Among the potential changes, Gardiner said, are referees with mechanical whistles that don’t require blowing, eliminating faceoffs in lacrosse and disinfecting balls in all sports routinely throughout competition.
“I don’t feel like I’m a commissioner right now for anything other than covid-19,” Gardiner said.
When asked about the decisions at Morehouse and other schools that already have canceled fall sports, Gardiner and others said they felt it was too early to make a decision and mentioned potential advances in testing. They also cited the possibility of positive cases in certain regions subsiding enough by September to play sports more safely.
“I respect anyone’s opinion erring on the side of safety … but this is a thing that’s new, and I think it’s still early to make decisions about canceling seasons,” said Jim Schaus, commissioner of the Southern Conference, whose 10 schools spread across the Southeast compete in Division I.
But just as an improving coronavirus picture in the United States could raise the possibility of fall sports, a worsening situation could make playing sports even more difficult, officials acknowledged. Rising caseloads in some parts of the country are straining the supply of coronavirus testing materials, raising the possibility that even some schools that can afford weekly testing won’t be able to acquire enough tests.
As athletes returned to some campuses in recent weeks, the potential difficulties of getting college players to follow strict distancing requirements also became clear.
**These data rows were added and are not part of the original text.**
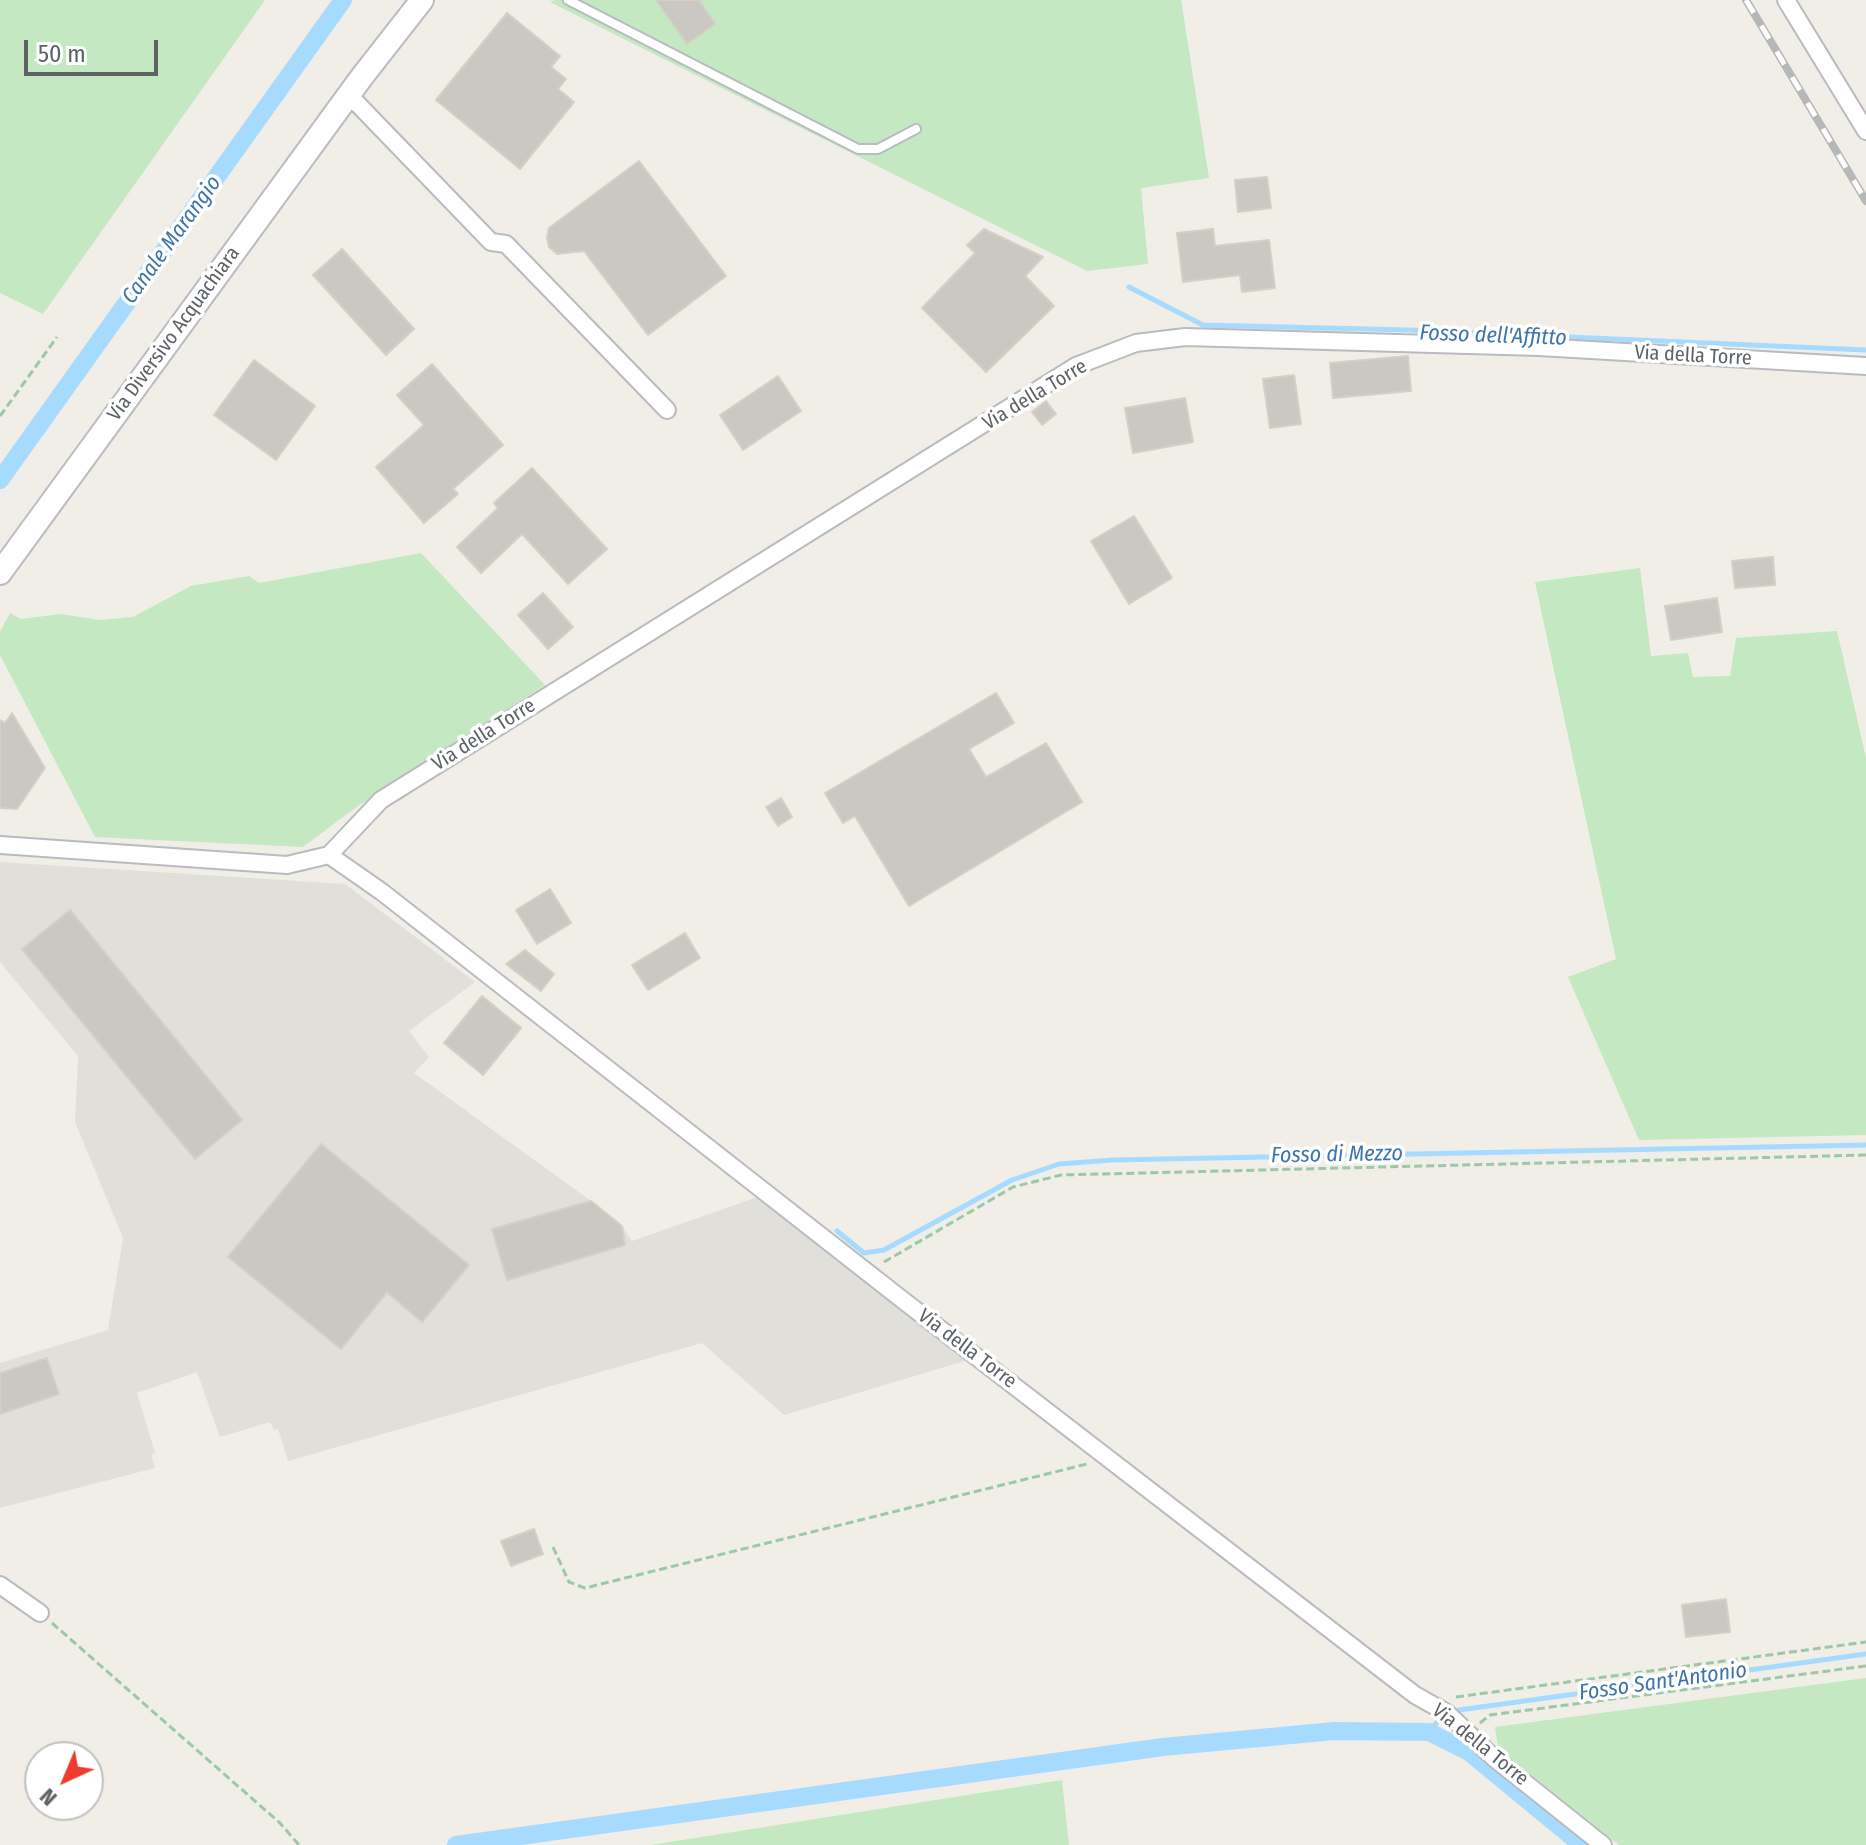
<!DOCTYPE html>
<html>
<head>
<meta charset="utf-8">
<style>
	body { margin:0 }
	#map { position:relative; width:1866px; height:1845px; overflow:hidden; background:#f0eee6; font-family:"Fira Sans Condensed",sans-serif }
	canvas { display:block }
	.north { position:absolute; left:24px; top:1741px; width:80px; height:80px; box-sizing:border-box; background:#fff; border:2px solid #bec0c2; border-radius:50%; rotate:224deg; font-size:22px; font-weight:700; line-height:32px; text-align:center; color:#5d6266 }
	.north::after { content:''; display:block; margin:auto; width:28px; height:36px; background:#ed3b2f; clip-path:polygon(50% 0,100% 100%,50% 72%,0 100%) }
	.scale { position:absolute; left:24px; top:40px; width:134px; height:36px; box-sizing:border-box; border:4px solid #5d6266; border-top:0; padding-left:10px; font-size:24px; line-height:28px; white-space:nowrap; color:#5d6266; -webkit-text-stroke:6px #fff; paint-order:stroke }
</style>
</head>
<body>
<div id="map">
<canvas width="1866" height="1845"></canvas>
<div class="north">N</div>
<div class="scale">50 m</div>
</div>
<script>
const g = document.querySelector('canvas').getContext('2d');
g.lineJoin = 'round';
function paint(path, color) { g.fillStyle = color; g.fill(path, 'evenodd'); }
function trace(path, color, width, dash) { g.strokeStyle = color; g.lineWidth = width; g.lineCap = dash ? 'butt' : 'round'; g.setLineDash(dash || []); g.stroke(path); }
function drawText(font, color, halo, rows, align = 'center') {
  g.font = font + ' "Fira Sans Condensed",sans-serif'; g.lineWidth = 7; g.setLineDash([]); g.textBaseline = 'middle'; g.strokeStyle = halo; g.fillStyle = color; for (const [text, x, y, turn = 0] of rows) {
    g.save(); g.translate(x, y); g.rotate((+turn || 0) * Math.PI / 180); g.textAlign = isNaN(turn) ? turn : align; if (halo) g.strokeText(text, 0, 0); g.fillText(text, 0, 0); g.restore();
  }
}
paint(new Path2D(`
	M 0,862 L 345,884 L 475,982 L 409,1031 L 429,1057 L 414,1073 L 591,1201 L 622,1226 L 632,1241 L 758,1197 L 968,1360 L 784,1415 L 702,1343 L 288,1461 L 278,1429 L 274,1430 L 270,1422 L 220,1437 L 197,1372 L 137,1393 L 155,1453 L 151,1455 L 155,1468 L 0,1508 L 0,1363 L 108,1330 L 123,1238 L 75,1122 L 78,1056 L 0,962 Z`), '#e1dfda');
paint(new Path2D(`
	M 0,0 L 265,0 L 43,314 L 0,293 Z
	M 555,0 L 1181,0 L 1209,178 L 1141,188 L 1148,264 L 1087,271 L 550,2 Z
	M 421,553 L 545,685 L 355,808 L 303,847 L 95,837 L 0,655 L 0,632 L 10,613 L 21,619 L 61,614 L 99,620 L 133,617 L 191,586 L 249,576 L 259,583 Z
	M 1640,568 L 1651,656 L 1688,653 L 1693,677 L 1730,676 L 1736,638 L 1837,631 L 1866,758 L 1866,1135 L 1639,1140 L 1568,977 L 1616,959 L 1535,582 Z
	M 1866,1678 L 1866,1845 L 1619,1845 L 1498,1748 L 1495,1727 Z
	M 1062,1780 L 1069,1845 L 651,1845 Z`), '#c3e8c2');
trace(new Path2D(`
	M 1129,287 L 1203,325 L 1409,330 L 1866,350
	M 837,1231 L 864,1253 L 884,1250 L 1012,1180 L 1059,1164 L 1113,1160 L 1866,1145
	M 1459,1710 L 1866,1654
	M 1429,1732 L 1438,1721`), '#a7daff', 5);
trace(new Path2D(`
	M 0,480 L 343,0
	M 456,1845 L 1163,1747 L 1334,1731 L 1429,1732 L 1469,1752 L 1582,1845`), '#a7daff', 18);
const building = new Path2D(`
	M 656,0 L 699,0 L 715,24 L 687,44 Z
	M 507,13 L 560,56 L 551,67 L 566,79 L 558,89 L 574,102 L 520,169 L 436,100 Z
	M 639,161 L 726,276 L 648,335 L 584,251 L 557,254 L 549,247 L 547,237 L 549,228 Z
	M 1267,177 L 1271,208 L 1238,212 L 1235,180 Z
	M 984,229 L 1043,257 L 1025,276 L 1054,306 L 986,372 L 922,308 L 975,253 L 967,245 Z
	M 1213,229 L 1215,246 L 1269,240 L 1275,288 L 1242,292 L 1240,275 L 1183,282 L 1177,233 Z
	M 342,249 L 414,329 L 386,355 L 313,275 Z
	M 1408,356 L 1411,391 L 1333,398 L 1330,363 Z
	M 254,360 L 315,406 L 276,460 L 214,415 Z
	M 432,364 L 503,445 L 453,489 L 458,494 L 424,523 L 376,467 L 424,425 L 397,395 Z
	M 1294,375 L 1301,424 L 1270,428 L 1263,379 Z
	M 778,376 L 801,411 L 743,450 L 720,415 Z
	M 1185,398 L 1193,442 L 1133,453 L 1125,408 Z
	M 1046,401 L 1056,414 L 1042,425 L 1032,412 Z
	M 532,468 L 607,549 L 568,584 L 522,534 L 481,573 L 457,547 L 498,508 L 494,503 Z
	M 1134,516 L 1172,578 L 1129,604 L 1091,541 Z
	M 1773,557 L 1775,585 L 1735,588 L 1732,561 Z
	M 543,593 L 573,627 L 548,649 L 518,615 Z
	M 1717,598 L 1722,632 L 1671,640 L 1665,606 Z
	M 996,693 L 1014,723 L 969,749 L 986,777 L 1046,743 L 1082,802 L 909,906 L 855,816 L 843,823 L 825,793 Z
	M 12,713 L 45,768 L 17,809 L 0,808 L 0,720 L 5,723 Z
	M 781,798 L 792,817 L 778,826 L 766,807 Z
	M 550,889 L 571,923 L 537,944 L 516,910 Z
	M 70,910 L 242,1120 L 195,1159 L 22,949 Z
	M 685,933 L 700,958 L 648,990 L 632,965 Z
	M 525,950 L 554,974 L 541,991 L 506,964 Z
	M 482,996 L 521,1028 L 483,1075 L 444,1043 Z
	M 321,1144 L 469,1265 L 422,1322 L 387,1292 L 341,1349 L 228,1257 Z
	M 591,1201 L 622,1226 L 625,1245 L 507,1280 L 492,1229 Z
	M 47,1358 L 59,1394 L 0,1414 L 0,1373 Z
	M 534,1529 L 543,1554 L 511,1566 L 501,1541 Z
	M 1726,1599 L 1730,1632 L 1686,1637 L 1682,1605 Z`);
paint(building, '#cbc8c3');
trace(building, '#d5cfc4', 2);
const lane = new Path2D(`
	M 568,0 L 858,149 L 878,149 L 916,129`);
const street = new Path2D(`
	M 1786,0 L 1866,131
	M 349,95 L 491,242 L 506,244 L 667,410
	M 0,845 L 287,865 L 329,855 L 382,892 L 904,1301 L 1415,1695 L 1447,1713 L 1494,1758 L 1603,1845
	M 329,855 L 381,800 L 1076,366 L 1136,343 L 1185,337 L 1539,347 L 1866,366
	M 0,1585 L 40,1613`);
const secondary = new Path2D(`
	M 0,573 L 361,78 L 422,0`);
trace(lane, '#b8bbc0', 12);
trace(street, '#b8bbc0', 20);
trace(secondary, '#b9bcc2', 26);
trace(new Path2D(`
	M 0,416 L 57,337
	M 884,1262 L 1013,1187 L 1061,1175 L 1866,1155
	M 553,1547 L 569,1582 L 585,1588 L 1087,1464
	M 52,1623 L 280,1823 L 299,1845
	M 1456,1697 L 1866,1642
	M 1480,1723 L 1490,1715 L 1866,1666`), '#9bc9a7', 3, [8, 4]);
trace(lane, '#fff', 8);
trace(street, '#fff', 16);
trace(secondary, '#fff', 22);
const rail = new Path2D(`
	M 1746,0 L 1866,201`);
trace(rail, '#b6b7b7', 8);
trace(rail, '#fff', 5, [15]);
drawText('20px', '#5d6266', '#fff', [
	["Via Diversivo Acquachiara",174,334,-54],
	["Via della Torre",1693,356,3],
	["Via della Torre",1035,395,-31],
	["Via della Torre",484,735,-32],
	["Via della Torre",967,1349,37],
	["Via della Torre",1480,1745,39]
]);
drawText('italic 22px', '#3d74ac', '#fff', [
	["Canale Marangio",172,240,-54],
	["Fosso dell'Affitto",1493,336,2],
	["Fosso di Mezzo",1337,1155,-1],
	["Fosso Sant'Antonio",1663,1682,-8]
]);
</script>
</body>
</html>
At Chattanooga, Wharton said, all returning athletes were tested when they returned to campus, then told to self-quarantine for up to two days until results came back. About a dozen football players ignored the request and held an informal practice together, running routes and some offensive plays. When the results came back, one of the players tested positive. All of them are now in mandatory quarantine, awaiting the results of another round of tests.
“I don’t think any athletic director or football coach in the country is sleeping very well right now,” Wharton said.